Start of Block
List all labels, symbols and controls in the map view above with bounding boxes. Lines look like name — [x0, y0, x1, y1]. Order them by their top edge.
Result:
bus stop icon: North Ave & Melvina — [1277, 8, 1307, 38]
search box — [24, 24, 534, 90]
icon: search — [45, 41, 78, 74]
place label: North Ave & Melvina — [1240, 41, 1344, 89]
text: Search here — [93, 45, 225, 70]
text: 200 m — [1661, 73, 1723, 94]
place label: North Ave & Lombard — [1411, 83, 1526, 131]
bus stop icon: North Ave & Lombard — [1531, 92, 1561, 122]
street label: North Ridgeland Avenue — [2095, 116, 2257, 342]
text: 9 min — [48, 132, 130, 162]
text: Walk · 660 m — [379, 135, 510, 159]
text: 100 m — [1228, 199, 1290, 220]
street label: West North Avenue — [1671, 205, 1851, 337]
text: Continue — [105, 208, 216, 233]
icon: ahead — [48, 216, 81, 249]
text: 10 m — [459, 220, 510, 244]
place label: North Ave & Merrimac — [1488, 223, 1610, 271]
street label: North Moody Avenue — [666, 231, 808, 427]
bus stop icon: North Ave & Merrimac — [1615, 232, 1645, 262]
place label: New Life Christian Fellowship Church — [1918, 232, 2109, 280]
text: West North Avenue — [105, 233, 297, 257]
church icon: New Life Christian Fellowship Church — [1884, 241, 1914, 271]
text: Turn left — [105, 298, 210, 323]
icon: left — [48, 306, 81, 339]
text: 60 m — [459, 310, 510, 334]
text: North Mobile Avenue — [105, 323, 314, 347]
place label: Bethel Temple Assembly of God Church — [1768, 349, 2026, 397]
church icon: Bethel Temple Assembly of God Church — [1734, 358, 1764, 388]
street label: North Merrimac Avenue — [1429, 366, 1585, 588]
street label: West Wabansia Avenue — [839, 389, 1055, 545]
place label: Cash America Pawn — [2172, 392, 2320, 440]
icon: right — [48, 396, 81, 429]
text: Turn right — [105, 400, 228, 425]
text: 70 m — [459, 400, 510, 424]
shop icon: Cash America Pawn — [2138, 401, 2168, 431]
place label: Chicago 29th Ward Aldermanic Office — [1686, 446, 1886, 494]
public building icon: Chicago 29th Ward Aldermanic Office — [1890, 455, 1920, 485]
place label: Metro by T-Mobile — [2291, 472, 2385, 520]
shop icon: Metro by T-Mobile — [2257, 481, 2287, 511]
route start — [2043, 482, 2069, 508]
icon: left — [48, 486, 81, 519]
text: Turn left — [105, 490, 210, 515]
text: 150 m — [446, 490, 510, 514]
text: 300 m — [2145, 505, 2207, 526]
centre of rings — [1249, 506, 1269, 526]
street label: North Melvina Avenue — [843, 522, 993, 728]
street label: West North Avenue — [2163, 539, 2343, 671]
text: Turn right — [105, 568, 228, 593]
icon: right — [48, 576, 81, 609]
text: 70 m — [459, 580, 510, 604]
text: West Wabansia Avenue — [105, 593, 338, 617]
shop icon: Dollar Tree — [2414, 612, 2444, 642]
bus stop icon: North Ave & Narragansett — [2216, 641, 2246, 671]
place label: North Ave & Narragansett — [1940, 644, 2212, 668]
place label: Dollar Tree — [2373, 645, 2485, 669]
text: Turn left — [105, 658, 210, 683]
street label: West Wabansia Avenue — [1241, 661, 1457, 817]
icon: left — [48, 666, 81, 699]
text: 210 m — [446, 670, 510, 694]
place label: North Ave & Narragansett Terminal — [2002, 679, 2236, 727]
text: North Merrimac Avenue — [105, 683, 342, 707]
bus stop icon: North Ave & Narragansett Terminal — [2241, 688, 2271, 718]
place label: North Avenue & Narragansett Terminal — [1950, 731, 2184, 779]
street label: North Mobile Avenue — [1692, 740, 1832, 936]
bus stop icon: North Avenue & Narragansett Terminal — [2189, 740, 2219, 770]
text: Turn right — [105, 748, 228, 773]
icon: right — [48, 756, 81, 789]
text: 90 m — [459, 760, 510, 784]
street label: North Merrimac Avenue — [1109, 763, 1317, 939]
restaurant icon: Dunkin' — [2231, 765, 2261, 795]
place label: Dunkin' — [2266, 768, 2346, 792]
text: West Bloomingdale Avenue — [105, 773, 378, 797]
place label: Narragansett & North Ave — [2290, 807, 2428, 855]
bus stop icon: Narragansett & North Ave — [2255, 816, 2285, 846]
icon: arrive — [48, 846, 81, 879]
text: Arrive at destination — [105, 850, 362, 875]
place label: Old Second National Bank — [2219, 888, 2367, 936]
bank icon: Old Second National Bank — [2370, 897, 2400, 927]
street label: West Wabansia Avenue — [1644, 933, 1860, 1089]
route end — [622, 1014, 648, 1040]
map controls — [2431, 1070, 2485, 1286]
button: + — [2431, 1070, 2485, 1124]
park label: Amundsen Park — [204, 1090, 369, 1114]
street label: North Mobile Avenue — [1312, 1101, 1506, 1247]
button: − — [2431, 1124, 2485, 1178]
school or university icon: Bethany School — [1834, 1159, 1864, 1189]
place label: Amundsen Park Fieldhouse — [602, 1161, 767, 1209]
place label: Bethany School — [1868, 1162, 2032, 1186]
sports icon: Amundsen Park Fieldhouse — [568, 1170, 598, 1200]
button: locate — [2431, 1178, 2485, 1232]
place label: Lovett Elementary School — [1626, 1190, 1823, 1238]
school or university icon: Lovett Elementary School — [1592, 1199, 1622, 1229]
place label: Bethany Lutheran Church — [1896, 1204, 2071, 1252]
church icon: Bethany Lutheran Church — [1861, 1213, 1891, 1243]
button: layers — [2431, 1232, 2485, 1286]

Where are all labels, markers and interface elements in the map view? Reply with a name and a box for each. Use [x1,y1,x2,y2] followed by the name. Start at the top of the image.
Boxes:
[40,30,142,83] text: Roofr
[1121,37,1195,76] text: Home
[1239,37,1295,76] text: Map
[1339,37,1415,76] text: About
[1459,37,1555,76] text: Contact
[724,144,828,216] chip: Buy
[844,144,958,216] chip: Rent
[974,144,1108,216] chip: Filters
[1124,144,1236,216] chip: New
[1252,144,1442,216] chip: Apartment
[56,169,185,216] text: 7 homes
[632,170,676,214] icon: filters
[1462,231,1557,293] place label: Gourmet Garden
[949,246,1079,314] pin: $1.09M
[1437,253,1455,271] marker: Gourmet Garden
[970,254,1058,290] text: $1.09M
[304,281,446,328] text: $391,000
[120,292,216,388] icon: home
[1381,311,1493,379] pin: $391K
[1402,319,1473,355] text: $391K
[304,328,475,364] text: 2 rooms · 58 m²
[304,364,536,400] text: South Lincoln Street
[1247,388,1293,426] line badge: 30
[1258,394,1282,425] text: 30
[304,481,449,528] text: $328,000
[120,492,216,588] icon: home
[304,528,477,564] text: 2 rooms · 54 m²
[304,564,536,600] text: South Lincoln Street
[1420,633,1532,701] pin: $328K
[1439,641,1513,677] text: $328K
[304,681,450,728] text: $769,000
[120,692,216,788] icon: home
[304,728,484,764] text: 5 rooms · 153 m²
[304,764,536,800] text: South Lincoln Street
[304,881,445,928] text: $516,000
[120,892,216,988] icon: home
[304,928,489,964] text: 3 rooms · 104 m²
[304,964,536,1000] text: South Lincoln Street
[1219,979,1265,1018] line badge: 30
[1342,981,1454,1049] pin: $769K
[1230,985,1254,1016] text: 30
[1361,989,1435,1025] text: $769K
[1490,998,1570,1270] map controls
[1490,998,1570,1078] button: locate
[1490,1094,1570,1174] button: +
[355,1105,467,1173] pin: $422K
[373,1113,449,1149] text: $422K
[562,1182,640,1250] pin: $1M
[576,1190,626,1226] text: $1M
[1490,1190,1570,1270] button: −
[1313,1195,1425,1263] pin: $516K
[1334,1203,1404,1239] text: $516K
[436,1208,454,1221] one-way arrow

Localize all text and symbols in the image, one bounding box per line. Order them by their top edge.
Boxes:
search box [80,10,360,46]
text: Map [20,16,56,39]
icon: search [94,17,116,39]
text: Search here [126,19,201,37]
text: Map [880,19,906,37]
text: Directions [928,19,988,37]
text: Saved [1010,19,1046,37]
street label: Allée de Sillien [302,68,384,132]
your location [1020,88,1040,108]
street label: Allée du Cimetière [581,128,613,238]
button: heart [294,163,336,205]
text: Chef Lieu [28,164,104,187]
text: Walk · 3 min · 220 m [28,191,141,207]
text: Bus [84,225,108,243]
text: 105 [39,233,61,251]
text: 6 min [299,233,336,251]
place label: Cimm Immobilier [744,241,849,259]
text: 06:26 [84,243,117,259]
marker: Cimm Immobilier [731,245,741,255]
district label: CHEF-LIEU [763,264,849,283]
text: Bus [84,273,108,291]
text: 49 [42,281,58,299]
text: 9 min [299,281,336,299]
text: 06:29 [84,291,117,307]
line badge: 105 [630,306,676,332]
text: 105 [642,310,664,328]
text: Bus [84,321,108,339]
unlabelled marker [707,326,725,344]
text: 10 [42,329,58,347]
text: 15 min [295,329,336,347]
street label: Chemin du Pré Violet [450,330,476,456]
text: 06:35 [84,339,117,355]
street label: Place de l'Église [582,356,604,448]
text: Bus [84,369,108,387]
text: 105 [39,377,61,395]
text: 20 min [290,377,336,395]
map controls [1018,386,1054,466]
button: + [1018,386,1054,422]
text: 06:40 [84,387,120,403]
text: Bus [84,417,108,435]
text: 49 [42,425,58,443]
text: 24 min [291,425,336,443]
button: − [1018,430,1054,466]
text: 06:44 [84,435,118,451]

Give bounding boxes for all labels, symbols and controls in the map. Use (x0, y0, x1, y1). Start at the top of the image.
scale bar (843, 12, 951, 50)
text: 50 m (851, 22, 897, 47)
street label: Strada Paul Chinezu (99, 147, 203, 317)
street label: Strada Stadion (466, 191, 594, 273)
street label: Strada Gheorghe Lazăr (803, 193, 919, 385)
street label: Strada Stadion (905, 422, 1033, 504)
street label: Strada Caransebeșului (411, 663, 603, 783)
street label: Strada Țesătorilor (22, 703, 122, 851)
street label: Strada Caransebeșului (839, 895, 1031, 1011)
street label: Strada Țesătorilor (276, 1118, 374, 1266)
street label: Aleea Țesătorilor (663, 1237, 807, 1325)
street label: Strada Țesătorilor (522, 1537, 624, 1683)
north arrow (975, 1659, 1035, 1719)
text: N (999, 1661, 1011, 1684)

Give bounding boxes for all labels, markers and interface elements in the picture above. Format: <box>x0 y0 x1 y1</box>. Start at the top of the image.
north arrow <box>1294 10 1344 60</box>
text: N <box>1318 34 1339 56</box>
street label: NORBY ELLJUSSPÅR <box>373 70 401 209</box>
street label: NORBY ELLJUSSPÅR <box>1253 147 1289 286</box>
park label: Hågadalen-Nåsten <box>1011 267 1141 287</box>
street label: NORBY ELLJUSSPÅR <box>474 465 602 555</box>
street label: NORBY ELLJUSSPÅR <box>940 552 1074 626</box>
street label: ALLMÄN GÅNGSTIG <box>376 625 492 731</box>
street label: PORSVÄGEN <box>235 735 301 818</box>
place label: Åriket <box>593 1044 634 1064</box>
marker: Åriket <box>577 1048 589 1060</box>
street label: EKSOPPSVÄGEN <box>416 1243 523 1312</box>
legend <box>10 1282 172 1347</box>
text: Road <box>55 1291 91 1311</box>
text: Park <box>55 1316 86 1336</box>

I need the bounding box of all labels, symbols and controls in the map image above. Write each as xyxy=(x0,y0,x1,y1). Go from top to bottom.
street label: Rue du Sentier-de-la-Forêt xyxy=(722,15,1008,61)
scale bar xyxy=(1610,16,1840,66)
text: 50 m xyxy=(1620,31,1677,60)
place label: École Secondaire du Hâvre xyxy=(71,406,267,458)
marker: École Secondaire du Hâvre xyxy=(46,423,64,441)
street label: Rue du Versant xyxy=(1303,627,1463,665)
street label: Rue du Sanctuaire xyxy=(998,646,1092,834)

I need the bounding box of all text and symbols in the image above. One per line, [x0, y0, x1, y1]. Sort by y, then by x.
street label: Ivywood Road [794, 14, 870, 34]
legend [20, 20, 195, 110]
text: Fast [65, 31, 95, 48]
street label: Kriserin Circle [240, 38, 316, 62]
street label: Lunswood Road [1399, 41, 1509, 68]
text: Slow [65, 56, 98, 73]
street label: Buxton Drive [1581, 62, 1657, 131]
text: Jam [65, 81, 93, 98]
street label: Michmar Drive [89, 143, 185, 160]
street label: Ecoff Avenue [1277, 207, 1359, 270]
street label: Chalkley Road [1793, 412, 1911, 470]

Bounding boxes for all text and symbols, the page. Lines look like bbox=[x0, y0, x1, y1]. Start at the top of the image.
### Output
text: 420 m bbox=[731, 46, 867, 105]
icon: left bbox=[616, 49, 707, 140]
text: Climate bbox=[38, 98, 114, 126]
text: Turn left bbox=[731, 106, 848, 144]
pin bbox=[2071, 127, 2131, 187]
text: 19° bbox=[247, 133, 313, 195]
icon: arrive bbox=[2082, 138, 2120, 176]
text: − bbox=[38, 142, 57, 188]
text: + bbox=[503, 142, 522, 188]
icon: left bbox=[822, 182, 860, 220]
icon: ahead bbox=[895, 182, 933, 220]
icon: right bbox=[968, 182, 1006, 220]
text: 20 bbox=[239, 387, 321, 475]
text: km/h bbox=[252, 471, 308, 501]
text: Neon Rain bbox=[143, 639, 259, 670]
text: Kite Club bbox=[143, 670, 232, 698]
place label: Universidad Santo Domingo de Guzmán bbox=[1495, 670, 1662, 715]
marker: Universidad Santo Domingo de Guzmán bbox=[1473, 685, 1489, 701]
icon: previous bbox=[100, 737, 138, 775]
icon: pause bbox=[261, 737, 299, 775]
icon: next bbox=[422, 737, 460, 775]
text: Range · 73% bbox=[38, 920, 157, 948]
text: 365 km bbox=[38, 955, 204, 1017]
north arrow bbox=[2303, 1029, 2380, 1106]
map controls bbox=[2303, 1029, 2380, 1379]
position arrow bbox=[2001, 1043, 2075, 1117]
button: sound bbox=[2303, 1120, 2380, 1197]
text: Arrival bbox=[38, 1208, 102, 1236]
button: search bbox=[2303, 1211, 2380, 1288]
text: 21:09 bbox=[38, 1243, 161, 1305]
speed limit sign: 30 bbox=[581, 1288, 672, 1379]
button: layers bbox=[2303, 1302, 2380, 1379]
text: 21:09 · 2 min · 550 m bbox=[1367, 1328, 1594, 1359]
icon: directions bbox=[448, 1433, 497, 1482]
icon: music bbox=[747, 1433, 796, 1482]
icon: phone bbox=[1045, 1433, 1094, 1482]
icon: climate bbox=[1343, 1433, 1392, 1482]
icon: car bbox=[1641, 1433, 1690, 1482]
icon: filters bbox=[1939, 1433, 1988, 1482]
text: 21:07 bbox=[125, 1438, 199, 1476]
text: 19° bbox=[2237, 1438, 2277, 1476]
End of Block
### WHAT YOU HAVE TO DO
Filter the listing above down to the lines that contain the word "Melvina".

### RESPONSE AREA
bus stop icon: North Ave & Melvina — [1277, 8, 1307, 38]
place label: North Ave & Melvina — [1240, 41, 1344, 89]
street label: North Melvina Avenue — [843, 522, 993, 728]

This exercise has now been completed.